TASK BRIEF
Below are the entries; determine how many of their lines contain the string "green" and give that figure alone.

(Stored data entries)
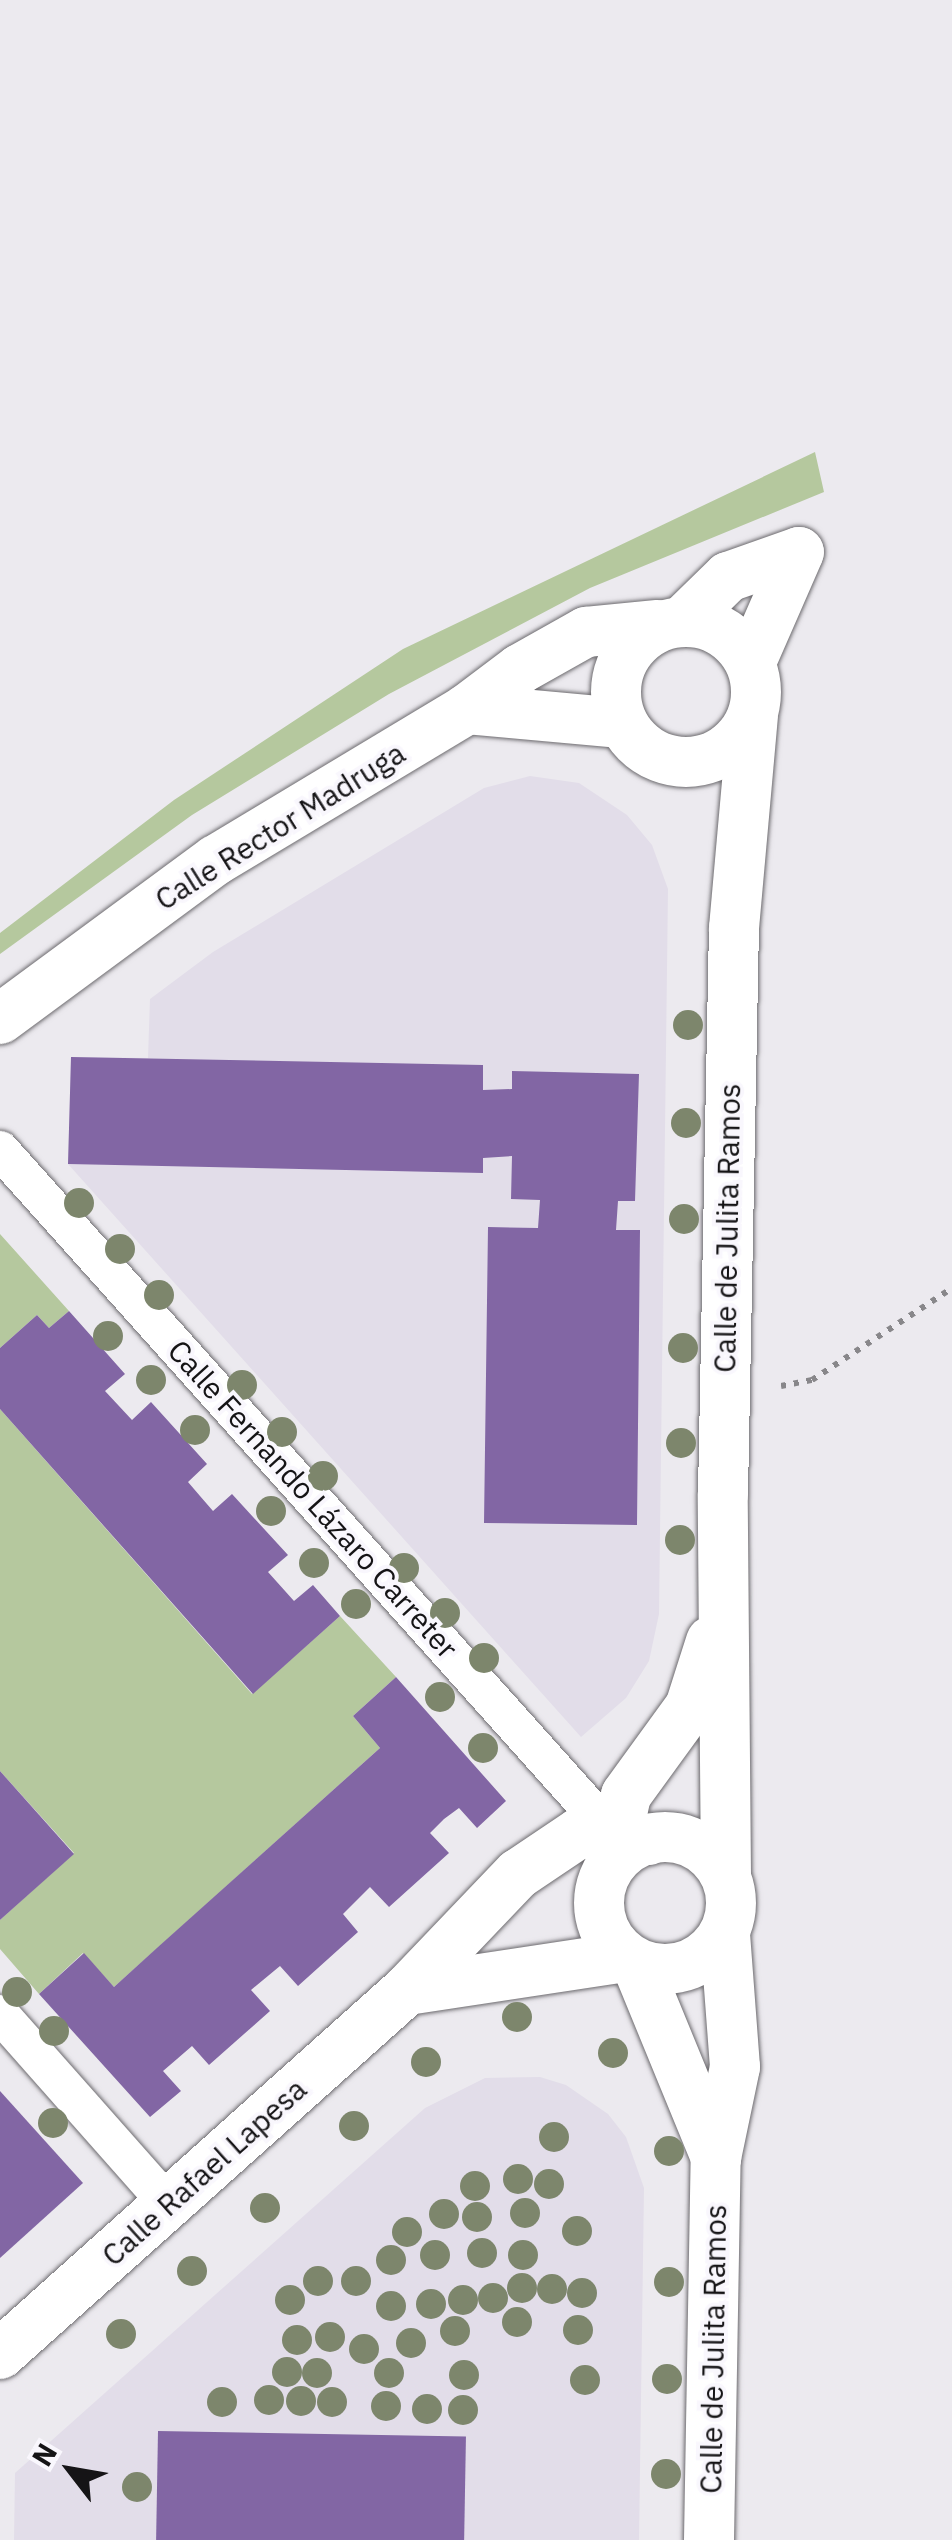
<!DOCTYPE html>
<html>
<head>
<meta charset="utf-8">
<style>
	body { margin:0 }
	#map { position:relative; width:952px; height:2540px; overflow:hidden; background:#eceaef; font-family:"IBM Plex Sans",sans-serif }
	div>[style] { position:absolute }
	[style*='--x'] { left:calc(var(--x)*1px); top:calc(var(--y)*1px); width:calc(var(--w)*1px); rotate:calc(var(--a)*1deg) }
	.built>* { inset:0; background:#e2dde9 }
	.green>* { inset:0; background:#b5c89e }
	.building>* { inset:0; background:#8266a4; transform-origin:0 0 }
	.path>* { height:6px; margin-top:-3px; transform-origin:0; background:repeating-linear-gradient(90deg,#88878a 0 5px,transparent 0 13px) }
	.roads { filter:drop-shadow(0 0 2px #6c6a6e) drop-shadow(0 0 2px #6c6a6e) }
	.pedestrian>* { height:38px; margin:-19px; padding:0 19px; transform-origin:19px; border-radius:19px; background:#fff }
	.minor>* { height:50px; margin:-25px; padding:0 25px; transform-origin:25px; border-radius:25px; background:#fff }
	.minor>.ring { margin:-25px; padding:0; box-sizing:content-box; background:none; border:50px solid #fff; border-radius:50% }
	.trees>* { width:30px; height:30px; margin:-15px; border-radius:50%; background:#7d866c }
	span { translate:-50% -50%; white-space:nowrap; text-align:center; line-height:1.15; -webkit-text-stroke:8px #f9f7fd; paint-order:stroke }
	.street-label { font-size:30px; color:#151416 }
	.north { position:absolute; left:20px; top:2420px; width:100px; height:100px; -webkit-text-stroke:8px #f9f7fd; paint-order:stroke; rotate:301deg; font-size:28px; font-weight:700; line-height:40px; text-align:center; color:#151416 }
	.north::after { content:''; display:block; margin:auto; width:35px; height:45px; background:#151416; clip-path:polygon(50% 0,100% 100%,50% 72%,0 100%) }
</style>
</head>
<body>
<div id="map">
	<div class="built">
		<div style="clip-path:polygon(530px 776px,579px 783px,627px 815px,652px 845px,668px 889px,659px 1614px,649px 1661px,626px 1698px,581px 1737px,68px 1164px,71px 1057px,148px 1058px,150px 999px,213px 952px,484px 788px)"></div>
		<div style="clip-path:polygon(540px 2077px,566px 2085px,608px 2114px,626px 2137px,644px 2188px,639px 2540px,14px 2540px,15px 2473px,425px 2108px,485px 2078px)"></div>
	</div>
	<div class="green">
		<div style="clip-path:polygon(815px 452px,824px 492px,590px 588px,389px 694px,192px 815px,0 954px,0 933px,174px 800px,403px 649px)"></div>
		<div style="clip-path:polygon(0 1234px,69px 1311px,49px 1328px,37px 1315px,0 1348px)"></div>
		<div style="clip-path:polygon(0 1409px,252px 1694px,340px 1616px,396px 1677px,353px 1716px,380px 1748px,114px 1987px,83px 1953px,39px 1994px,0 1949px,0 1920px,74px 1853px,0 1771px)"></div>
	</div>
	<div class="building">
		<div style="clip-path:polygon(71px 1057px,483px 1065px,483px 1090px,512px 1089px,512px 1071px,639px 1074px,635px 1201px,618px 1201px,616px 1230px,640px 1230px,637px 1525px,484px 1523px,488px 1227px,538px 1228px,540px 1200px,511px 1199px,512px 1156px,483px 1158px,483px 1173px,68px 1164px)"></div>
		<div style="clip-path:polygon(69px 1311px,125px 1374px,105px 1391px,132px 1420px,151px 1402px,207px 1464px,188px 1482px,200px 1496px,213px 1511px,232px 1494px,288px 1555px,268px 1572px,294px 1601px,313px 1585px,340px 1616px,253px 1694px,0 1409px,0 1348px,37px 1315px,49px 1328px)"></div>
		<div style="clip-path:polygon(396px 1677px,506px 1801px,477px 1828px,459px 1808px,444px 1819px,430px 1833px,449px 1853px,389px 1907px,370px 1887px,343px 1914px,358px 1932px,298px 1986px,280px 1966px,251px 1990px,270px 2011px,209px 2065px,192px 2046px,177px 2059px,163px 2071px,181px 2091px,150px 2117px,39px 1994px,84px 1953px,114px 1987px,158px 1947px,380px 1748px,353px 1716px)"></div>
		<div style="clip-path:polygon(0 1771px,74px 1854px,0 1920px)"></div>
		<div style="clip-path:polygon(0 2091px,83px 2183px,0 2258px)"></div>
		<div style="left:158px;top:2431px;width:308px;height:109px;rotate:1deg"></div>
	</div>
	<div class="path">
		<div style="--x:781;--y:1386;--w:32;--a:-11"></div>
		<div style="--x:812;--y:1380;--w:168;--a:-33.3"></div>
	</div>
	<div class="roads">
		<div class="pedestrian">
			<div style="--x:0;--y:1150;--w:936;--a:48.16"></div>
			<div style="--x:0;--y:2014;--w:254;--a:48.5"></div>
		</div>
		<div class="minor">
			<div style="--x:684;--y:620;--w:62;--a:-44.3"></div>
			<div style="--x:728;--y:577;--w:75;--a:-19.4"></div>
			<div style="--x:799;--y:552;--w:120;--a:113.6"></div>
			<div class="ring" style="left:616px;top:622px;width:90px;height:90px"></div>
			<div style="--x:467;--y:709;--w:155;--a:5.2"></div>
			<div style="--x:0;--y:1019;--w:268;--a:-36.4"></div>
			<div style="--x:216;--y:860;--w:293;--a:-31"></div>
			<div style="--x:467;--y:709;--w:66;--a:-37"></div>
			<div style="--x:520;--y:669;--w:76;--a:-29.3"></div>
			<div style="--x:586;--y:632;--w:72;--a:-5.6"></div>
			<div class="ring" style="left:599px;top:1837px;width:82px;height:82px"></div>
			<div style="--x:612;--y:1861;--w:67;--a:-78"></div>
			<div style="--x:626;--y:1795;--w:109;--a:-54"></div>
			<div style="--x:690;--y:1707;--w:69;--a:-72.3"></div>
			<div style="--x:726;--y:1875;--w:381;--a:-90.5"></div>
			<div style="--x:723;--y:1494;--w:566;--a:-88.89"></div>
			<div style="--x:734;--y:928;--w:213;--a:-84.9"></div>
			<div style="--x:637;--y:1965;--w:209;--a:67.7"></div>
			<div style="--x:407;--y:1990;--w:219;--a:-8.6"></div>
			<div style="--x:0;--y:2354;--w:546;--a:-41.81"></div>
			<div style="--x:407;--y:1990;--w:161;--a:-46.3"></div>
			<div style="--x:518;--y:1874;--w:73;--a:-33.9"></div>
			<div style="--x:579;--y:1833;--w:70;--a:5.7"></div>
			<div style="--x:709;--y:2540;--w:382;--a:-89"></div>
			<div style="--x:716;--y:2158;--w:93;--a:-78.2"></div>
			<div style="--x:735;--y:2067;--w:134;--a:-94.3"></div>
		</div>
	</div>
	<div class="trees">
		<div style="left:688px;top:1025px"></div>
		<div style="left:686px;top:1123px"></div>
		<div style="left:79px;top:1203px"></div>
		<div style="left:684px;top:1219px"></div>
		<div style="left:120px;top:1249px"></div>
		<div style="left:159px;top:1295px"></div>
		<div style="left:108px;top:1336px"></div>
		<div style="left:683px;top:1348px"></div>
		<div style="left:151px;top:1380px"></div>
		<div style="left:242px;top:1385px"></div>
		<div style="left:195px;top:1430px"></div>
		<div style="left:282px;top:1432px"></div>
		<div style="left:681px;top:1443px"></div>
		<div style="left:323px;top:1476px"></div>
		<div style="left:271px;top:1511px"></div>
		<div style="left:680px;top:1540px"></div>
		<div style="left:314px;top:1563px"></div>
		<div style="left:404px;top:1568px"></div>
		<div style="left:356px;top:1604px"></div>
		<div style="left:445px;top:1613px"></div>
		<div style="left:484px;top:1658px"></div>
		<div style="left:440px;top:1697px"></div>
		<div style="left:483px;top:1748px"></div>
		<div style="left:17px;top:1992px"></div>
		<div style="left:517px;top:2017px"></div>
		<div style="left:54px;top:2031px"></div>
		<div style="left:613px;top:2053px"></div>
		<div style="left:426px;top:2062px"></div>
		<div style="left:53px;top:2123px"></div>
		<div style="left:354px;top:2126px"></div>
		<div style="left:554px;top:2137px"></div>
		<div style="left:669px;top:2151px"></div>
		<div style="left:518px;top:2179px"></div>
		<div style="left:549px;top:2184px"></div>
		<div style="left:475px;top:2186px"></div>
		<div style="left:265px;top:2208px"></div>
		<div style="left:525px;top:2213px"></div>
		<div style="left:444px;top:2214px"></div>
		<div style="left:477px;top:2217px"></div>
		<div style="left:577px;top:2231px"></div>
		<div style="left:407px;top:2232px"></div>
		<div style="left:482px;top:2253px"></div>
		<div style="left:435px;top:2255px"></div>
		<div style="left:523px;top:2255px"></div>
		<div style="left:391px;top:2260px"></div>
		<div style="left:192px;top:2271px"></div>
		<div style="left:318px;top:2281px"></div>
		<div style="left:356px;top:2281px"></div>
		<div style="left:669px;top:2282px"></div>
		<div style="left:522px;top:2288px"></div>
		<div style="left:552px;top:2289px"></div>
		<div style="left:582px;top:2293px"></div>
		<div style="left:493px;top:2298px"></div>
		<div style="left:290px;top:2300px"></div>
		<div style="left:463px;top:2300px"></div>
		<div style="left:431px;top:2304px"></div>
		<div style="left:391px;top:2306px"></div>
		<div style="left:517px;top:2322px"></div>
		<div style="left:578px;top:2330px"></div>
		<div style="left:455px;top:2331px"></div>
		<div style="left:121px;top:2334px"></div>
		<div style="left:330px;top:2337px"></div>
		<div style="left:297px;top:2340px"></div>
		<div style="left:411px;top:2343px"></div>
		<div style="left:364px;top:2349px"></div>
		<div style="left:287px;top:2372px"></div>
		<div style="left:317px;top:2373px"></div>
		<div style="left:389px;top:2373px"></div>
		<div style="left:464px;top:2375px"></div>
		<div style="left:667px;top:2379px"></div>
		<div style="left:585px;top:2380px"></div>
		<div style="left:269px;top:2400px"></div>
		<div style="left:301px;top:2401px"></div>
		<div style="left:222px;top:2402px"></div>
		<div style="left:332px;top:2402px"></div>
		<div style="left:386px;top:2406px"></div>
		<div style="left:427px;top:2409px"></div>
		<div style="left:463px;top:2410px"></div>
		<div style="left:666px;top:2474px"></div>
		<div style="left:137px;top:2487px"></div>
	</div>
	<div class="street-label">
		<span style="left:280px;top:826px;rotate:-32deg">Calle Rector Madruga</span>
		<span style="left:727px;top:1228px;rotate:-89deg">Calle de Julita Ramos</span>
		<span style="left:313px;top:1499px;rotate:48deg">Calle Fernando Lázaro Carreter</span>
		<span style="left:204px;top:2172px;rotate:-42deg">Calle Rafael Lapesa</span>
		<span style="left:713px;top:2349px;rotate:-89deg">Calle de Julita Ramos</span>
	</div>
	<div class="north">N</div>
</div>
</body>
</html>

PROBLEM SOLUTION
2